→ INSTRUCTIONS TO FOLLOW
Below are some records. Set each one down exactly as it reads.

→ EXERCISE MATERIAL
==============================
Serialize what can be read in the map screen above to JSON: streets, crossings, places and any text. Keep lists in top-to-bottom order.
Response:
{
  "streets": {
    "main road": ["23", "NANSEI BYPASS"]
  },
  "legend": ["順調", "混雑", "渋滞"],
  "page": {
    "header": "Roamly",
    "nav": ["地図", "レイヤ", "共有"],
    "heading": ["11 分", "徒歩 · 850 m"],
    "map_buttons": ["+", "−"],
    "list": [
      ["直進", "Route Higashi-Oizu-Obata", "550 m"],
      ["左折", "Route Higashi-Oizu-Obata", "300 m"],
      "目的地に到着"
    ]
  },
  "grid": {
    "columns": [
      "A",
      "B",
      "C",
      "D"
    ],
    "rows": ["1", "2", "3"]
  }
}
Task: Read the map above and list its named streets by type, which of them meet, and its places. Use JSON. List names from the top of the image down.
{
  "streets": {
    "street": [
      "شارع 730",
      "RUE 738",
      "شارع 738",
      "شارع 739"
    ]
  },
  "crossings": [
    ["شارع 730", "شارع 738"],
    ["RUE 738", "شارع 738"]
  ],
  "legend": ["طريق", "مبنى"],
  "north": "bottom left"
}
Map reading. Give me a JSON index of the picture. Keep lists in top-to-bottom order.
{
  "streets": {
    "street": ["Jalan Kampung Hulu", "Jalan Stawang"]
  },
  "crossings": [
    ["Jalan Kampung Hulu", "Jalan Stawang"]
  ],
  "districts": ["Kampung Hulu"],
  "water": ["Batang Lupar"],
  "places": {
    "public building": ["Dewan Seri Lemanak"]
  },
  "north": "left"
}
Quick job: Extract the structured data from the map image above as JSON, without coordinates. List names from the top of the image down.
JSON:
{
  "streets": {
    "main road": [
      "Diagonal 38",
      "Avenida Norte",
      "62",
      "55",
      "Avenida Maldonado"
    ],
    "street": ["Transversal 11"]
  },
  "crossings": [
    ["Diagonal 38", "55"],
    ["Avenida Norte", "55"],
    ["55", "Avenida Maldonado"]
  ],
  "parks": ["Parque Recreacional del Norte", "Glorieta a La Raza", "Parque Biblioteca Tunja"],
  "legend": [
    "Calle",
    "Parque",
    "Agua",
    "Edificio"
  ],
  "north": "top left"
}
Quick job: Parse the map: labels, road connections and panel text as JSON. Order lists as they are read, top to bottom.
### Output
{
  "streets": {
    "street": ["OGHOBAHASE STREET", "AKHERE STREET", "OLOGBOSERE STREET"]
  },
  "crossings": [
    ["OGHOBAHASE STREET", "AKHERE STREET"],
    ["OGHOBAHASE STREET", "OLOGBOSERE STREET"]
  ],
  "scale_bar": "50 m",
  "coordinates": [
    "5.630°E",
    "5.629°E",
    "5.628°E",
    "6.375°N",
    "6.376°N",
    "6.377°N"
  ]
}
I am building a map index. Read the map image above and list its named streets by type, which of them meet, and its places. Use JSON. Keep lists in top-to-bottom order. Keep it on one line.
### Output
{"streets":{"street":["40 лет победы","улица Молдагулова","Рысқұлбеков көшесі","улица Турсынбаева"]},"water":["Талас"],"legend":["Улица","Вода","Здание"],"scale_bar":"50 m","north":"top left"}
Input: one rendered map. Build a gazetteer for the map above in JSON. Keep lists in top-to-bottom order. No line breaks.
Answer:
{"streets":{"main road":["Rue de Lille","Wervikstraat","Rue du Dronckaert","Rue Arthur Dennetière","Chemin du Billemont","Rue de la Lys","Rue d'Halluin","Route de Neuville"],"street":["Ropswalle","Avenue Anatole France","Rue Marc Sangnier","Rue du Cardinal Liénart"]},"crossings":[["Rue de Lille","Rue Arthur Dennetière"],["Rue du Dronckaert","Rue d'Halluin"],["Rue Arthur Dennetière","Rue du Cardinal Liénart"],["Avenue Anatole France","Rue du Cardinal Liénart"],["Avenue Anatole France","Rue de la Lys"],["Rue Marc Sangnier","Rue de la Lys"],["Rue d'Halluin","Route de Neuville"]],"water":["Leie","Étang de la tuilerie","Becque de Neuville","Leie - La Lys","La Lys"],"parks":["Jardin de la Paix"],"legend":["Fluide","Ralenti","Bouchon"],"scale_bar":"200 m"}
==============================
→ REPLY TO THE TASK
Serialize what can be read in the map screen above to JSON: streets, crossings, places and any text. Keep lists in top-to-bottom order.
Response:
{
  "streets": {
    "main road": ["23", "NANSEI BYPASS"]
  },
  "legend": ["順調", "混雑", "渋滞"],
  "page": {
    "header": "Roamly",
    "nav": ["地図", "レイヤ", "共有"],
    "heading": ["11 分", "徒歩 · 850 m"],
    "map_buttons": ["+", "−"],
    "list": [
      ["直進", "Route Higashi-Oizu-Obata", "550 m"],
      ["左折", "Route Higashi-Oizu-Obata", "300 m"],
      "目的地に到着"
    ]
  },
  "grid": {
    "columns": [
      "A",
      "B",
      "C",
      "D"
    ],
    "rows": ["1", "2", "3"]
  }
}
Task: Read the map above and list its named streets by type, which of them meet, and its places. Use JSON. List names from the top of the image down.
{
  "streets": {
    "street": [
      "شارع 730",
      "RUE 738",
      "شارع 738",
      "شارع 739"
    ]
  },
  "crossings": [
    ["شارع 730", "شارع 738"],
    ["RUE 738", "شارع 738"]
  ],
  "legend": ["طريق", "مبنى"],
  "north": "bottom left"
}
Map reading. Give me a JSON index of the picture. Keep lists in top-to-bottom order.
{
  "streets": {
    "street": ["Jalan Kampung Hulu", "Jalan Stawang"]
  },
  "crossings": [
    ["Jalan Kampung Hulu", "Jalan Stawang"]
  ],
  "districts": ["Kampung Hulu"],
  "water": ["Batang Lupar"],
  "places": {
    "public building": ["Dewan Seri Lemanak"]
  },
  "north": "left"
}
Quick job: Extract the structured data from the map image above as JSON, without coordinates. List names from the top of the image down.
JSON:
{
  "streets": {
    "main road": [
      "Diagonal 38",
      "Avenida Norte",
      "62",
      "55",
      "Avenida Maldonado"
    ],
    "street": ["Transversal 11"]
  },
  "crossings": [
    ["Diagonal 38", "55"],
    ["Avenida Norte", "55"],
    ["55", "Avenida Maldonado"]
  ],
  "parks": ["Parque Recreacional del Norte", "Glorieta a La Raza", "Parque Biblioteca Tunja"],
  "legend": [
    "Calle",
    "Parque",
    "Agua",
    "Edificio"
  ],
  "north": "top left"
}
Quick job: Parse the map: labels, road connections and panel text as JSON. Order lists as they are read, top to bottom.
### Output
{
  "streets": {
    "street": ["OGHOBAHASE STREET", "AKHERE STREET", "OLOGBOSERE STREET"]
  },
  "crossings": [
    ["OGHOBAHASE STREET", "AKHERE STREET"],
    ["OGHOBAHASE STREET", "OLOGBOSERE STREET"]
  ],
  "scale_bar": "50 m",
  "coordinates": [
    "5.630°E",
    "5.629°E",
    "5.628°E",
    "6.375°N",
    "6.376°N",
    "6.377°N"
  ]
}
I am building a map index. Read the map image above and list its named streets by type, which of them meet, and its places. Use JSON. Keep lists in top-to-bottom order. Keep it on one line.
### Output
{"streets":{"street":["40 лет победы","улица Молдагулова","Рысқұлбеков көшесі","улица Турсынбаева"]},"water":["Талас"],"legend":["Улица","Вода","Здание"],"scale_bar":"50 m","north":"top left"}
Input: one rendered map. Build a gazetteer for the map above in JSON. Keep lists in top-to-bottom order. No line breaks.
Answer:
{"streets":{"main road":["Rue de Lille","Wervikstraat","Rue du Dronckaert","Rue Arthur Dennetière","Chemin du Billemont","Rue de la Lys","Rue d'Halluin","Route de Neuville"],"street":["Ropswalle","Avenue Anatole France","Rue Marc Sangnier","Rue du Cardinal Liénart"]},"crossings":[["Rue de Lille","Rue Arthur Dennetière"],["Rue du Dronckaert","Rue d'Halluin"],["Rue Arthur Dennetière","Rue du Cardinal Liénart"],["Avenue Anatole France","Rue du Cardinal Liénart"],["Avenue Anatole France","Rue de la Lys"],["Rue Marc Sangnier","Rue de la Lys"],["Rue d'Halluin","Route de Neuville"]],"water":["Leie","Étang de la tuilerie","Becque de Neuville","Leie - La Lys","La Lys"],"parks":["Jardin de la Paix"],"legend":["Fluide","Ralenti","Bouchon"],"scale_bar":"200 m"}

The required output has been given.